Au cours de la visite de Pachinian à Paris et à Bruxelles au début du mois, le président français Emmanuel Macon et le président de l’Union européenne Charles Michel ont demandé la libération immédiate et inconditionnelle des prisonniers de guerre arméniens selon les termes de la déclaration du 9 novembre. Ils ont également demandé à l’Azerbaïdjan et à l’Arménie à repositionner leurs forces armées le long des lignes selon les positions du 11 mai.

Le développement le plus intéressant est l’entrée forcée des États-Unis dans le Caucase. Au moment d’écrire ces lignes, nous n’avons pas les résultats de la réunion Biden-Erdogan, mais les propos de Philip T. Reeker, secrétaire adjoint par intérim des Affaires européennes et eurasiatiques, en visite dans la région est sans équivoque « l’Amérique est de retour et jouera un rôle. »

Reeker a réitéré les déclarations de la France et de l’UE concernant les prisonniers de guerre et les questions frontalières.

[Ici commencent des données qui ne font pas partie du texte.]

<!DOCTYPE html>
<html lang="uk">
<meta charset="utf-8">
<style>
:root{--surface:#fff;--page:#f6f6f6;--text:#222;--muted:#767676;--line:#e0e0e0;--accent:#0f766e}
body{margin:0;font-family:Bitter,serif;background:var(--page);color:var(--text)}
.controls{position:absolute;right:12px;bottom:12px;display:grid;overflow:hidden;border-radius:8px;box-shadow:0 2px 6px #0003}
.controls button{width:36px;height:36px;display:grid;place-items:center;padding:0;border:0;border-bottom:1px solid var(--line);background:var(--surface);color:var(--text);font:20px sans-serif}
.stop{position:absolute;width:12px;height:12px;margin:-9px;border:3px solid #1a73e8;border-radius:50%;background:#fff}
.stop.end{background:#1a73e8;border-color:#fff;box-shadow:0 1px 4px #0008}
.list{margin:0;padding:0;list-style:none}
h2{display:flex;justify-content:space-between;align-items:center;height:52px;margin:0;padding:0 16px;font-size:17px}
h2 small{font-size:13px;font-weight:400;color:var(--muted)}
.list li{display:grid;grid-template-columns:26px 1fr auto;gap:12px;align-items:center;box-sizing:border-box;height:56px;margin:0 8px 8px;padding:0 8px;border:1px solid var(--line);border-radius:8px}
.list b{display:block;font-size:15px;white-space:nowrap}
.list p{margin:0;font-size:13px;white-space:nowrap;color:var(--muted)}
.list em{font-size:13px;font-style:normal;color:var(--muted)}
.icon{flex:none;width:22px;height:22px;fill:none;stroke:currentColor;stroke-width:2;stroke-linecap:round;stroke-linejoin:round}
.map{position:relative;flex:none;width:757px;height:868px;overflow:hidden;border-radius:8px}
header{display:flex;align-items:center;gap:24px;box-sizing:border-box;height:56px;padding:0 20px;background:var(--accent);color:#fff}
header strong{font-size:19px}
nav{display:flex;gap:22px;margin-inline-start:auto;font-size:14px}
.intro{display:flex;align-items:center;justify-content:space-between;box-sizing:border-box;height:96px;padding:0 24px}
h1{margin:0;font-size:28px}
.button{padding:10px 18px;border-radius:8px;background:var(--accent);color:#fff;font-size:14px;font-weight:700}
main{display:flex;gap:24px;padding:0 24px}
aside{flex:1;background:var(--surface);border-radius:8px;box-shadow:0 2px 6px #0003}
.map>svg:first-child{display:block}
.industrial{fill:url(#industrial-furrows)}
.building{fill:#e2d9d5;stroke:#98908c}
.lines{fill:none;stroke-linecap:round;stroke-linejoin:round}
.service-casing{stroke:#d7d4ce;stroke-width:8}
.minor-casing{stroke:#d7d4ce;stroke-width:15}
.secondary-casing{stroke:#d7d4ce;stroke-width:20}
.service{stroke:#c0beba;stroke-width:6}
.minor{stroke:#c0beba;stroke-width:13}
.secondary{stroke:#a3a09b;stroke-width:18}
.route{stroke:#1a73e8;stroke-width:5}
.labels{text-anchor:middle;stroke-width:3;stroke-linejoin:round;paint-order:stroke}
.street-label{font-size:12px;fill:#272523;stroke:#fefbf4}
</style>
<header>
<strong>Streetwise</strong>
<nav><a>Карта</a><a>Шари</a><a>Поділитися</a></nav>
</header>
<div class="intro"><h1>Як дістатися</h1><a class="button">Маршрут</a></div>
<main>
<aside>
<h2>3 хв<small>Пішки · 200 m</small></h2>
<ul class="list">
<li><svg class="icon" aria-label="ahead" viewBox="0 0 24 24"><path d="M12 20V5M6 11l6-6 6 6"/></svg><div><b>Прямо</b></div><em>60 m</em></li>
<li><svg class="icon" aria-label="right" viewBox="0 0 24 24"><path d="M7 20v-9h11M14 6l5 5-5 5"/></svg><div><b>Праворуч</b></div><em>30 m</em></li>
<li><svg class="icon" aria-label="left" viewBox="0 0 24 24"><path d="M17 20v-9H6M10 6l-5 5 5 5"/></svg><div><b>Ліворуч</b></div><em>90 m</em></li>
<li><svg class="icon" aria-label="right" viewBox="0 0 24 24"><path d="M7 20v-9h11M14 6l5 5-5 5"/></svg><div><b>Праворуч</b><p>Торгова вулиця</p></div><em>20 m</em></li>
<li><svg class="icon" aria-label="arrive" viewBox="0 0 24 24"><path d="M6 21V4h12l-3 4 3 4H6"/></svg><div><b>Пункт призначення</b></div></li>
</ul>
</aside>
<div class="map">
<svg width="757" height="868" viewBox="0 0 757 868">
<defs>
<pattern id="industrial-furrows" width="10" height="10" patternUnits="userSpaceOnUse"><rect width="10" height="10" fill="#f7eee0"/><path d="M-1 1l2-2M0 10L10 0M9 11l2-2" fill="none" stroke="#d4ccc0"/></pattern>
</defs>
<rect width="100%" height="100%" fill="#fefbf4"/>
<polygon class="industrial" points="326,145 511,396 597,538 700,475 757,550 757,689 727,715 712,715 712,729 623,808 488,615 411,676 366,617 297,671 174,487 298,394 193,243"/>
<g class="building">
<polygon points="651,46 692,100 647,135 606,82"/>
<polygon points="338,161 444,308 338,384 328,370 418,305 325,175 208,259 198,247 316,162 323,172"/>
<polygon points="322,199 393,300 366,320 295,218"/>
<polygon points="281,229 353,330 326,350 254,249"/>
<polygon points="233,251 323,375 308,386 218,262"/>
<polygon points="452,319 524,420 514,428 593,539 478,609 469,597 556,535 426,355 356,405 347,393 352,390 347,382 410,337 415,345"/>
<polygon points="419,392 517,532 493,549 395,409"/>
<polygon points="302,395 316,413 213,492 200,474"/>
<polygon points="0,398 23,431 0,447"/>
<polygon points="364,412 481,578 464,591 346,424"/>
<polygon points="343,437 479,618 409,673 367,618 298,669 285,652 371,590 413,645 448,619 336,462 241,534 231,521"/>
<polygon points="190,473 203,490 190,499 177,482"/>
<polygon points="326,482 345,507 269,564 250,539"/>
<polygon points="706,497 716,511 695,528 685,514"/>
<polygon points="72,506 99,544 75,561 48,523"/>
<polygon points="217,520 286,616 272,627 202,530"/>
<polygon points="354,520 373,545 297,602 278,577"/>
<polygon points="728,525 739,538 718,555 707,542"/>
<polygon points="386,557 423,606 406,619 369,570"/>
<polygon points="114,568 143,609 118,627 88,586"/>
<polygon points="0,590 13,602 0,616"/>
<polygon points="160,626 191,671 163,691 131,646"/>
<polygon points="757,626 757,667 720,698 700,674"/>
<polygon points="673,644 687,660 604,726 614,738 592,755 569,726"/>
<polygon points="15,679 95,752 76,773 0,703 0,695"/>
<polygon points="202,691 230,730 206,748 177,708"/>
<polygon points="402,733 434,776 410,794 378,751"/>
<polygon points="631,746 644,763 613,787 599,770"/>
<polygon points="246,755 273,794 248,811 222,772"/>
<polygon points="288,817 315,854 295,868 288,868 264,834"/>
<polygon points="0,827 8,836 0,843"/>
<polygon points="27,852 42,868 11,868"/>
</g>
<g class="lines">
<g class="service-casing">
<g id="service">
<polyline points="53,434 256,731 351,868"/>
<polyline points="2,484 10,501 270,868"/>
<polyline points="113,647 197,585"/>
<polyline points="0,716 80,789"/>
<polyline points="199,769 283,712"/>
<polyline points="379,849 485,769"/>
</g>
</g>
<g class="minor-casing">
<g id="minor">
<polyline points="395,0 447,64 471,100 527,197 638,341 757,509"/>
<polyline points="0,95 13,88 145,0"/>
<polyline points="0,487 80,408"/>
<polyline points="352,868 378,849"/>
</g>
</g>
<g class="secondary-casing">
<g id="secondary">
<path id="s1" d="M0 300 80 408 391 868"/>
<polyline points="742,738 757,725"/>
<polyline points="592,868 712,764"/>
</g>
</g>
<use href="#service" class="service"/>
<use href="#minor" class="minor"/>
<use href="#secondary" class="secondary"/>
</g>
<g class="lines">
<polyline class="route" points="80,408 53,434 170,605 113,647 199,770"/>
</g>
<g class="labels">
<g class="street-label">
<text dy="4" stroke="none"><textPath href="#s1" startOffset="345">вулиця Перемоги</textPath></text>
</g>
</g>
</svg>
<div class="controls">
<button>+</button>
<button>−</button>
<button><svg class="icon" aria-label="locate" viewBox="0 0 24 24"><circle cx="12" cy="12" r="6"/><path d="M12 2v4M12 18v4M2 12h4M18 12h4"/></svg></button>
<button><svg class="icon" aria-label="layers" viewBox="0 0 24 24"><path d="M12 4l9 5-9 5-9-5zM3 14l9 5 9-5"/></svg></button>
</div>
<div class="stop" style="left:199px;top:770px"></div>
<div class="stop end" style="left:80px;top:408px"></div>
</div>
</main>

De plus, les États-Unis ont contribué à la libération de 15 prisonniers de guerre au grand dam de la partie russe, qui a exaspéré ses alliés arméniens en n’appliquant pas les accords du 9 novembre avec l’Azerbaïdjan.

Ces actions ne signifient pas nécessairement que les États-Unis favorisent l’Arménie. C’est plutôt un signal pour Moscou et Ankara que le temps de leurs actions unilatérales est révolu.

Un autre signe que les États-Unis prennent note de la région, le secrétaire d’État Anthony Blinken a de nouveau activé la dérogation à l’article 907 de la Freedom Support Act pour l’aide directe à l’Azerbaïdjan par les États-Unis, spécifiquement conçue pour défendre l’Arménie contre une agression azerbaïdjanaise.

Comme nous pouvons le voir, le Caucase est en pleine transformation et l’Arménie doit profiter des circonstances qui peuvent se présenter. Mais l’establishment arménien en politique étrangère est en train de s’effondrer après la démission ce mois-ci du ministre des Affaires étrangères Ara Ayvazian.

Le protocole voulait que le ministre des Affaires étrangères salue M. Reeker à l’aéroport Zvartnots d’Erévan. Mais l’Arménie n’avait malheureusement pas de ministre des Affaires étrangères. Ce qui est plus inquiétant, c’est que M. Pachinian a lui-même agi comme ministre des Affaires étrangères, alors que la diplomatie n’est pas son fort. Si M. Pachinian aime vraiment l’Arménie, il devrait s’abstenir d’assumer une quelconque mission diplomatique.

De nombreux changements potentiels dans la région favorisent l’Arménie qui a besoin d’une équipe de diplomates de carrière compétents et expérimentés pour assurer sa position dans la région.

Malheureusement, jusqu’à présent, l’Arménie est délinquante en diplomatie. Edmond Y. Azadian

 

Traduction N.P.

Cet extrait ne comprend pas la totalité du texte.